平岩駅のすぐそばで、文字どおり分断された線路

 1995年7月の豪雨は、大糸線沿線に大規模な水害をもたらし、大糸線も南小谷と小滝の間で不通となっている。23日に時間があったので、不通区間の中にある平岩駅のあたりまで行ってみた。ここはスキーツアーでポピュラーな蓮華温泉から下山してきたところにある駅である。行ってみてあまりの被害の大きさに驚いた。後で、宿の人に聞いたところでは、やっと復旧にあたっての費用分担の話し合いがまとまりつつあるとかで、なかなか開通への道は遠そうだ。このような災害を契機に廃線となる鉄道も多いので、なんとか再開していただきたいと思う。(後記:たしか3年ぐらいしてめでたく復旧されました。)
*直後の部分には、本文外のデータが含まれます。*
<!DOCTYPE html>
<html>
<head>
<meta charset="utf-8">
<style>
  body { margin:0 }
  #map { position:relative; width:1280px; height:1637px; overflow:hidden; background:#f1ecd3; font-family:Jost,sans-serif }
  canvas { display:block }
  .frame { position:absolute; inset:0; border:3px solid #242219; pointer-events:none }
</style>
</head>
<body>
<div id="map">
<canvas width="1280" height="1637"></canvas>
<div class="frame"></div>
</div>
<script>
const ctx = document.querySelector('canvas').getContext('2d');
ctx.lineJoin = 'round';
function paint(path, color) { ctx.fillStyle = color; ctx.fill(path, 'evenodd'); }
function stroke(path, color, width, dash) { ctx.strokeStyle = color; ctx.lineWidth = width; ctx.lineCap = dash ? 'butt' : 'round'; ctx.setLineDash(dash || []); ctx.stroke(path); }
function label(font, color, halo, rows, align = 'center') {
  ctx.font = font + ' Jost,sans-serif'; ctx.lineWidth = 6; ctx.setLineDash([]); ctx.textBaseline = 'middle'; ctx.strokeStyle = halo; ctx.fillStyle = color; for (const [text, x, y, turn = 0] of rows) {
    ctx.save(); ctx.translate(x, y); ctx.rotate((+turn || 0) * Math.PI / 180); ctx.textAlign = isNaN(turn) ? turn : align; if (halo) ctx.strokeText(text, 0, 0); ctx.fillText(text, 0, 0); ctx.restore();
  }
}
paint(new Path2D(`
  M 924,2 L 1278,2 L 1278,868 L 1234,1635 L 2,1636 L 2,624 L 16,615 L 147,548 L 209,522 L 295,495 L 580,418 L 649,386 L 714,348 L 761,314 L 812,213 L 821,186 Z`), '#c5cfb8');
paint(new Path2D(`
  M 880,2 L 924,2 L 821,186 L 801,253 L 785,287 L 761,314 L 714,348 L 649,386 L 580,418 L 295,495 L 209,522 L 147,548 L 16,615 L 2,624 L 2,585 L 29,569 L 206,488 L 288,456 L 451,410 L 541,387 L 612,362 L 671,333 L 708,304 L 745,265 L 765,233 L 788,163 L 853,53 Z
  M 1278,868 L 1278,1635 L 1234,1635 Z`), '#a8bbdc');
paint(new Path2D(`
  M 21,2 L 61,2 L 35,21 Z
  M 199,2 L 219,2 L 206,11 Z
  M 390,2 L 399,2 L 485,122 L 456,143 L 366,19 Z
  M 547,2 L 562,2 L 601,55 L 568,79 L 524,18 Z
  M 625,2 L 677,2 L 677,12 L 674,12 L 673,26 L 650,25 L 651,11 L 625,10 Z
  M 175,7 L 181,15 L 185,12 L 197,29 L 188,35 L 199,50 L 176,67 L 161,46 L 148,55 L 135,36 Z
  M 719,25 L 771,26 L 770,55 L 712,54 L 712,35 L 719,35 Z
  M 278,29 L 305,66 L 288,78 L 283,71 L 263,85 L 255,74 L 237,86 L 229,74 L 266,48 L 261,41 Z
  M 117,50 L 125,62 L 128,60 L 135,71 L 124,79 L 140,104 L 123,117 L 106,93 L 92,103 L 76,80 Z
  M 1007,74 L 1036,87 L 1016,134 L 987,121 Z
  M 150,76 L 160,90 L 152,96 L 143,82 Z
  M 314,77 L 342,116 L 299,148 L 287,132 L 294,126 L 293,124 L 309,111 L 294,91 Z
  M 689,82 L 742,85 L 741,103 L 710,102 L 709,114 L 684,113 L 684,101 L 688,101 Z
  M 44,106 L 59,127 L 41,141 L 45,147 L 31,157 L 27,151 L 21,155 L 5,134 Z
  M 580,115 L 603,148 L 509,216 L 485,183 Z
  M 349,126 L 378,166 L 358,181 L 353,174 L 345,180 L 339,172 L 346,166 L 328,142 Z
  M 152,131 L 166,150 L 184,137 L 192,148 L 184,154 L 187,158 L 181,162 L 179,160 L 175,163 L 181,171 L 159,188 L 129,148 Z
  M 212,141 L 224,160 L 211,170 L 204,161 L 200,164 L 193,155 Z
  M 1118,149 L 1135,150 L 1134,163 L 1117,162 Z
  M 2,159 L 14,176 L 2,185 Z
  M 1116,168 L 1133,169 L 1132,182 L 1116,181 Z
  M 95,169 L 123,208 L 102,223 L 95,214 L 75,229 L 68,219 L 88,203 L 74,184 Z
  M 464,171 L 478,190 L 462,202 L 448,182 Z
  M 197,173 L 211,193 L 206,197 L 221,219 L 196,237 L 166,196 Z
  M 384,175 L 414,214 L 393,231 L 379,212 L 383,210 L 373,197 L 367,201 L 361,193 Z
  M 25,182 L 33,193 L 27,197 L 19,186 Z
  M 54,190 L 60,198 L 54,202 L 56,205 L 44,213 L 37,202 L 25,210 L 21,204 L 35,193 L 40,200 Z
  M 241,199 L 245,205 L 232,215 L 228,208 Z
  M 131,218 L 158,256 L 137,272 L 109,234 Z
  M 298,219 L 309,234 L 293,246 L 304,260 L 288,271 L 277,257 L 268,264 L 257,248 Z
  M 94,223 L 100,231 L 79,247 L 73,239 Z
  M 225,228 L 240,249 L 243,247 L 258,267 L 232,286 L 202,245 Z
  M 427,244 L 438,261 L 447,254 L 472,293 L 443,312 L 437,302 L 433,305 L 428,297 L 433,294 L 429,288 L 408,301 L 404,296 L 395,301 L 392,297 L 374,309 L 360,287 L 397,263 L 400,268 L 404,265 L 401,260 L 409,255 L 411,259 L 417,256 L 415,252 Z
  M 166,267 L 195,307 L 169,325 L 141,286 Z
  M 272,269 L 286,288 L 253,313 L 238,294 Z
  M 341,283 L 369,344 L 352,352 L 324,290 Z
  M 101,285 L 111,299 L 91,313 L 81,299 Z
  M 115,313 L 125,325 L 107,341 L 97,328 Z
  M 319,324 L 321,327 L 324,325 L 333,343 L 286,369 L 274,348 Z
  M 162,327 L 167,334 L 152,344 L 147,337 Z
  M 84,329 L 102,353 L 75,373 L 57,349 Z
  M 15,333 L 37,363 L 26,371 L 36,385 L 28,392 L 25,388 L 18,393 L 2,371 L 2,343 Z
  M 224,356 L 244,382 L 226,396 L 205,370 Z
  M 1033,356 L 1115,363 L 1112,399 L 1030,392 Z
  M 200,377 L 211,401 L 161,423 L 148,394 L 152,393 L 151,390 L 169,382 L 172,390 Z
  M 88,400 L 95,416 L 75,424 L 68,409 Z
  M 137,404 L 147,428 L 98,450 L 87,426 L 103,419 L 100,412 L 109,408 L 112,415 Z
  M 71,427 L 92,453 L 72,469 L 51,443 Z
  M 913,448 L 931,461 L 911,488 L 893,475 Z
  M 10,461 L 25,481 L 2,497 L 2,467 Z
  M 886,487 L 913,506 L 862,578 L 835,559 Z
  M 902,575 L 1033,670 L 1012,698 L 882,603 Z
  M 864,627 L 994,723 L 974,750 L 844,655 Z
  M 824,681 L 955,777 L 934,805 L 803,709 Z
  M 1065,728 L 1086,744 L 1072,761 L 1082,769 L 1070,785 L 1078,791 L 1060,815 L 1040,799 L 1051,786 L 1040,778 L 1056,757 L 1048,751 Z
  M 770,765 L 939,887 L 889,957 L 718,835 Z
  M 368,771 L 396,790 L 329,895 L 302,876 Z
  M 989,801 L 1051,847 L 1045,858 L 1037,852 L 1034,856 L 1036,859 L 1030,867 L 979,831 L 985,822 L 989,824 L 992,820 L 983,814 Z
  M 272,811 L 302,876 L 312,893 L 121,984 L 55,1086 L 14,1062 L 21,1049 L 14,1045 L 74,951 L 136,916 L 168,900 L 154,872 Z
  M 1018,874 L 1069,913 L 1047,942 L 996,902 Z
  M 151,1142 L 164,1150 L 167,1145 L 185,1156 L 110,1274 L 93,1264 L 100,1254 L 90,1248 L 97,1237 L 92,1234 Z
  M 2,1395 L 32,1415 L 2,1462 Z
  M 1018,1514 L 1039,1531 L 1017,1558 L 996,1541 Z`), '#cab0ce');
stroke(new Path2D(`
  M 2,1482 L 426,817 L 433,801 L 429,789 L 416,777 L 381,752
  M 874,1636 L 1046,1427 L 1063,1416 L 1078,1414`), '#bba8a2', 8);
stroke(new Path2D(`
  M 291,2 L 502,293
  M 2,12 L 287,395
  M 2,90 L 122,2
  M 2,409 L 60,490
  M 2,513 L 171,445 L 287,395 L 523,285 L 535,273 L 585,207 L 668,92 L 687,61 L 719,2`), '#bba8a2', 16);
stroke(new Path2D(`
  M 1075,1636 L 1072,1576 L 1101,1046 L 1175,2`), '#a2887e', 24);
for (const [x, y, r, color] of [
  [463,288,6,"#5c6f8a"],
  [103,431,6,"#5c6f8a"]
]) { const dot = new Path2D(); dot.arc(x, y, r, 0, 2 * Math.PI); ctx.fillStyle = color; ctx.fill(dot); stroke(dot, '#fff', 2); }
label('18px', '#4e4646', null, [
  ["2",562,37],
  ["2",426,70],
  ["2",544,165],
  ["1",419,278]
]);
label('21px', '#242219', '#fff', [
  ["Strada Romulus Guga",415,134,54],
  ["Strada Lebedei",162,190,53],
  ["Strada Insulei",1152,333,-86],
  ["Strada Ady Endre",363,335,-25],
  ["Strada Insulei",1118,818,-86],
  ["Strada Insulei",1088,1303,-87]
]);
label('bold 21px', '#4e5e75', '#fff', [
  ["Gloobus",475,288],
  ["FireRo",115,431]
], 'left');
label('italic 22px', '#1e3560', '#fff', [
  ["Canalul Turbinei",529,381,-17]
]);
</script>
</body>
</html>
 24日朝6時半に小谷温泉山田旅館を出発。最初はここから林道沿いに歩くつもりだったが、除雪が進んでいるとの情報を得て、車で行けるところまで行くことにする。結局、乙見山峠への分岐の少し先まで行けた。空は快晴。空気は冷えきっているが、春の気配がする。そういえば、今朝は小鳥のさえずりで目が覚めたっけ。歩き始めるとすぐに暑くなり、衣類の調節が忙しい。

P4P3間の鞍部。背景左が大渚山。

 北田紘一編の日本スキーツアー・ルート集の記事を参考に、ワセ沢をつめてP4P3の間の鞍部をめざす。急斜面では、固く凍った雪面の上に5cm位のサラサラの雪が乗っている状態の場所が多く、表面の雪にはシールが効かず、その下の氷にはエッジがたたずで、そうこうする内に表層全体が流れそうになるので、だましだまし登るのが結構難しい。P4−P3間の稜線の雪庇の低い箇所を越える(9時ごろ)。そこには、兎の足跡がいくつも通っていた。


P2手前から来た方を眺める。P3P4間の吊り尾根が美しい。

 P3からの登りでは、先ほどの「固い上にサラサラ」でますますシール登行は困難なので、ツボ足に切り替える。幸い、尾根上に先行者のワカンの足跡があり、アイゼンなしでも楽に登れたが、見上げるP2は、白い塔のようにそそり立っていて、やっぱりアイゼンを用意しておくほうが安全だったと反省。快晴無風の中、眼下の大渚山や、向こうの後立山連峰を眺めながら、暑い暑いとぼやきながら登る。


P2から見た雨飾山頂

 P2で登りは終了(11時頃)。前後して登った他のパーティーと雑談したり、雨飾山頂に至る岩壁をアタック中の3人パーティーの姿を遠くに眺めながら昼食。


無樹林斜面突入直後。左上の鞍部から入ったが
左手の樹林から様子を見て入るほうが安全か。
台地状部分から見上げた無樹林斜面

 下りは、途中まで登路に沿って滑るが、重く締まった雪質が結構滑りにくい。1700m付近から、登路の尾根の東側に広がる無樹林斜面に突入。前述のような状態なので、急なところでは小規模ながら表層が流れていく。他のパーティーのみなさんの顰蹙をかっていたかもしれない。もったいないと思いながらも、あっと言う間に真っ白な斜面を標高差400m下り、台地状の部分に着いて大休止。ここからは、ブナ林の中を斜面を選びながら、標高差150m下って奥ワセ沢出合いの河原に到着。

 林道まで、斜登行や逆八の字で上がるが、疲れた足にはこれがつらい。ウロコ付きの板にすれば良かったかなと思う。林道も傾斜が緩く、新雪ならば「下りラッセル」となって結構つらそうだ。汗だらけで車に到着(1時半頃)。当然のように、旅館にもどって汗を流し、至福のひとときを過ごす。宿で食べさせてもらった、「おから入りの温泉饅頭」は、まさに絶品だった。


Nifty ServeのFYAMAREPフォーラムに投稿した文章を改訂して掲載した。